Native-owned ʔálʔal Café opens in Pioneer Square

The business is run by the Chief Seattle Club.

Three plates — one with wild rice, one with tacos, and one with blue cornmeal topped with green leaves.

By using pre-colonial ingredients, ʔálʔal Cafe aims to empower the Native community.

Photo via ʔálʔal Cafe

Bust out those gigantic ribbon-cutting scissors — this is huge. Pioneer Square’s new daytime destination ʔálʔal Café is now open with a menu featuring Indigenous ingredients, walls adorned with Native artwork, and strong ties to a charitable organization.

Here’s all you need to know about this grounds breaking coffee shop.

Meaningful meals 🍽️

The menu at ʔálʔal Café (pronounced “all-all” from the Lushootseed word for “home”) emphasizes cultural identity. You’ll find coffee beans from Indigenous coffee company Salish Grounds and hot sauce from Sakari Farms.

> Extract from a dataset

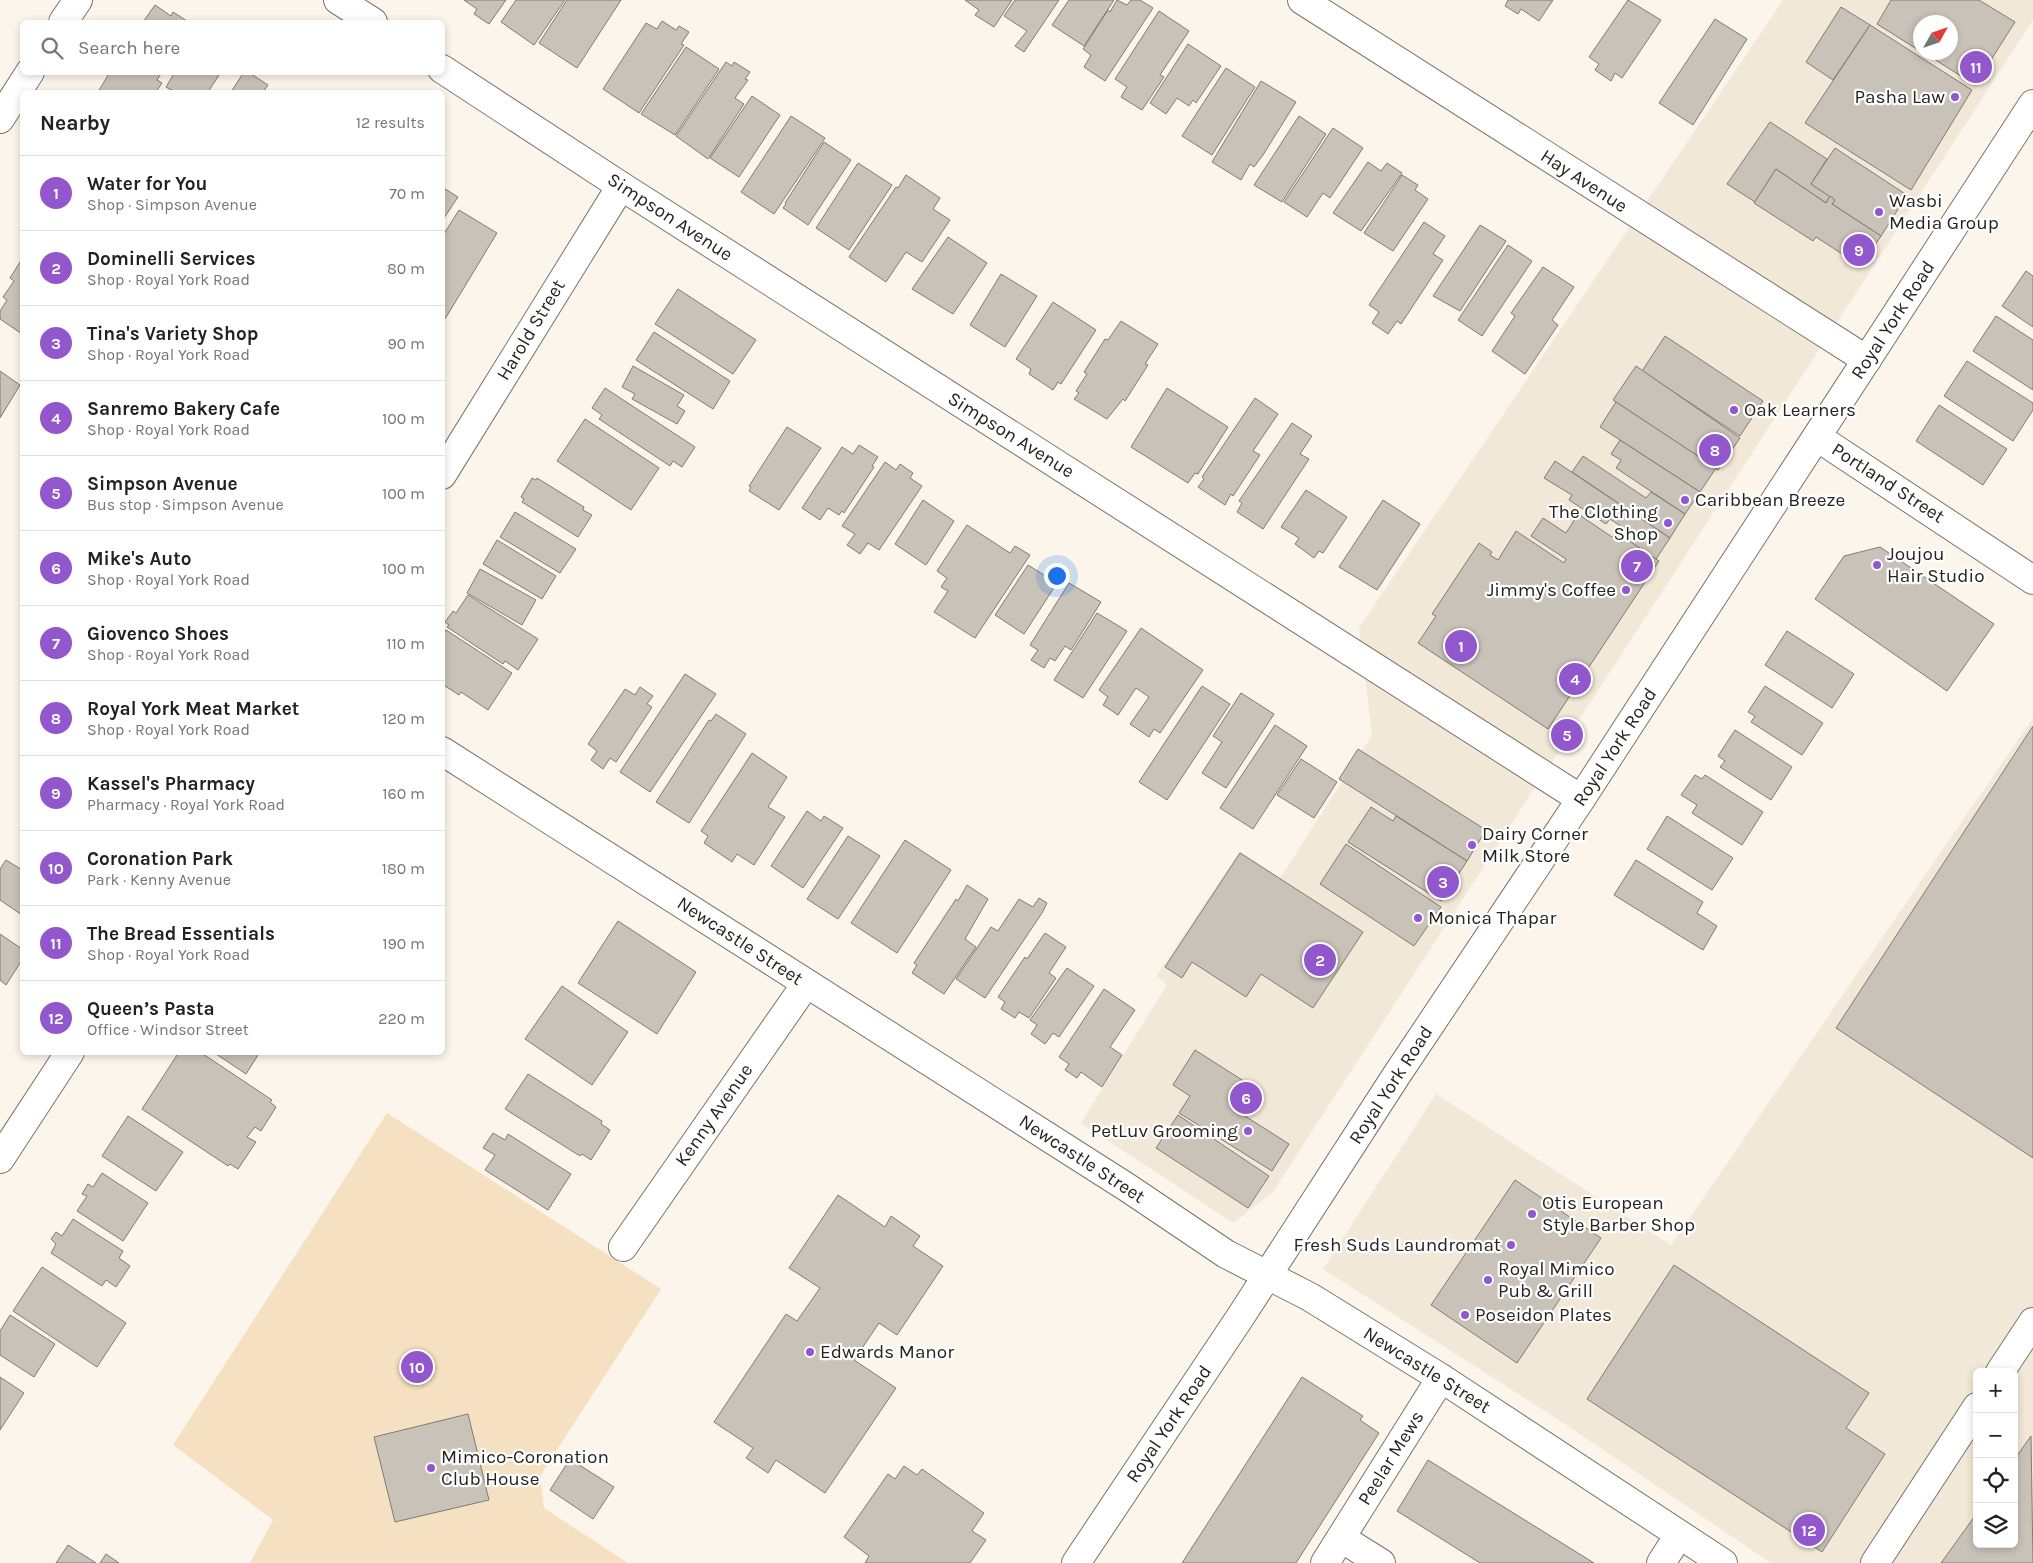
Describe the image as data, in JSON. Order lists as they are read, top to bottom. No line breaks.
{"streets":{"street":["Hay Avenue","Simpson Avenue","Royal York Road","Harold Street","Portland Street","Newcastle Street","Kenny Avenue","Peelar Mews"]},"crossings":[["Hay Avenue","Royal York Road"],["Simpson Avenue","Royal York Road"],["Simpson Avenue","Harold Street"],["Royal York Road","Portland Street"],["Royal York Road","Newcastle Street"],["Newcastle Street","Kenny Avenue"],["Newcastle Street","Peelar Mews"]],"places":["Pasha Law","Wasbi Media Group","Oak Learners","Caribbean Breeze","The Clothing Shop","Joujou Hair Studio","Jimmy's Coffee","Dairy Corner Milk Store","Monica Thapar","PetLuv Grooming","Otis European Style Barber Shop","Fresh Suds Laundromat","Royal Mimico Pub & Grill","Poseidon Plates","Edwards Manor","Mimico-Coronation Club House"],"north":"top right","page":{"search":"Search here","pins":["11","9","8","7","1","4","5","3","2","6","10","12"],"heading":["Nearby","12 results"],"list":[{"mark":"1","name":"Water for You","note":"Shop · Simpson Avenue","value":"70 m"},{"mark":"2","name":"Dominelli Services","note":"Shop · Royal York Road","value":"80 m"},{"mark":"3","name":"Tina's Variety Shop","note":"Shop · Royal York Road","value":"90 m"},{"mark":"4","name":"Sanremo Bakery Cafe","note":"Shop · Royal York Road","value":"100 m"},{"mark":"5","name":"Simpson Avenue","note":"Bus stop · Simpson Avenue","value":"100 m"},{"mark":"6","name":"Mike's Auto","note":"Shop · Royal York Road","value":"100 m"},{"mark":"7","name":"Giovenco Shoes","note":"Shop · Royal York Road","value":"110 m"},{"mark":"8","name":"Royal York Meat Market","note":"Shop · Royal York Road","value":"120 m"},{"mark":"9","name":"Kassel's Pharmacy","note":"Pharmacy · Royal York Road","value":"160 m"},{"mark":"10","name":"Coronation Park","note":"Park · Kenny Avenue","value":"180 m"},{"mark":"11","name":"The Bread Essentials","note":"Shop · Royal York Road","value":"190 m"},{"mark":"12","name":"Queen’s Pasta","note":"Office · Windsor Street","value":"220 m"}],"map_buttons":["+","−"]}}
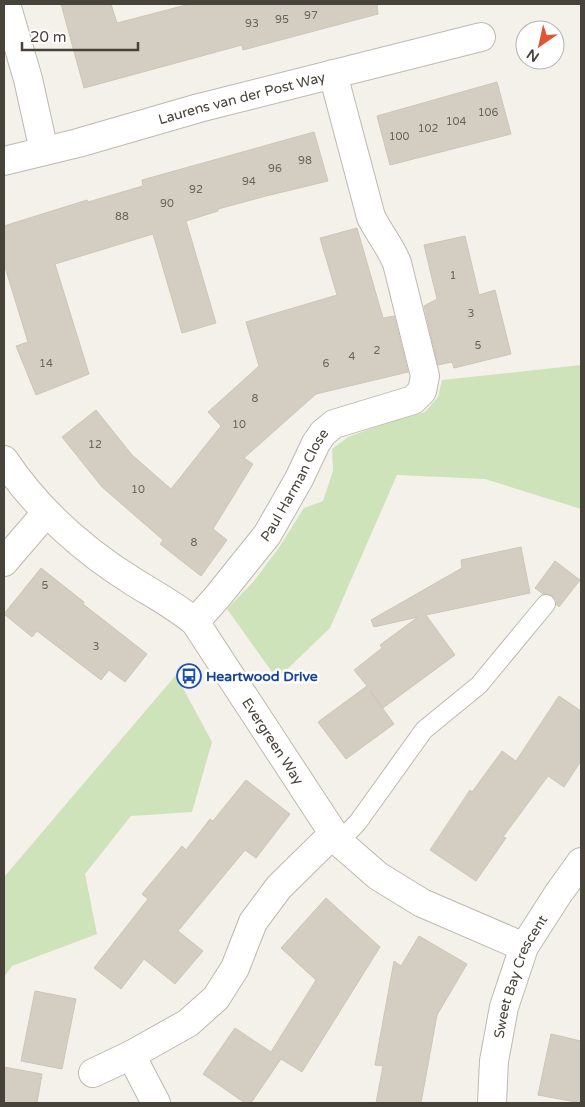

Pre-colonial ingredients make up breakfast and lunch items like barbacoa tacos made from Cheyenne River Sioux bison, Navajo Nation blue cornmeal topped with berry sauce, and wild rice bowls.

The hope is to educate diners on Indigenous food roots, while providing financial support for local Native-run businesses and increasing their representation in the culinary industry. “Reclaiming our traditional foods is important to our health and healing as Native people,” said manager and head chef Anthony Johnson.

Feast your eyes 🖼️

If you visit, don’t forget to soak in all the stunning artwork from Native creators. Micah McCarty created the translucent salmon designs on the windows, renowned glass artist Dan Friday sculpted a ceiling display, and Roger Fernandes concocted a collage dedicated to Chief Si’ahl.

There’s currently an open call for Tribal artists who want to contribute to the cafe’s rotating exhibits, so keep those peepers peeled for announcements about new works via Instagram.

Where the heart is ❤️

When you plunk down money for your morning coffee or a bison taco, every dollar goes to local nonprofit the Chief Seattle Club, which owns and operates the shop.

The cafe is also located directly below the organization’s affordable apartment complex that provides housing and social services to 80 previously unhoused residents — the majority of whom are Native American or Alaska Native.

It’s a gathering place for the community meant to nourish — and heal. Check it out:

📍 122 Second Ave. S.
⏰ Tuesdays-Fridays, 6:30 a.m.-2:30 p.m.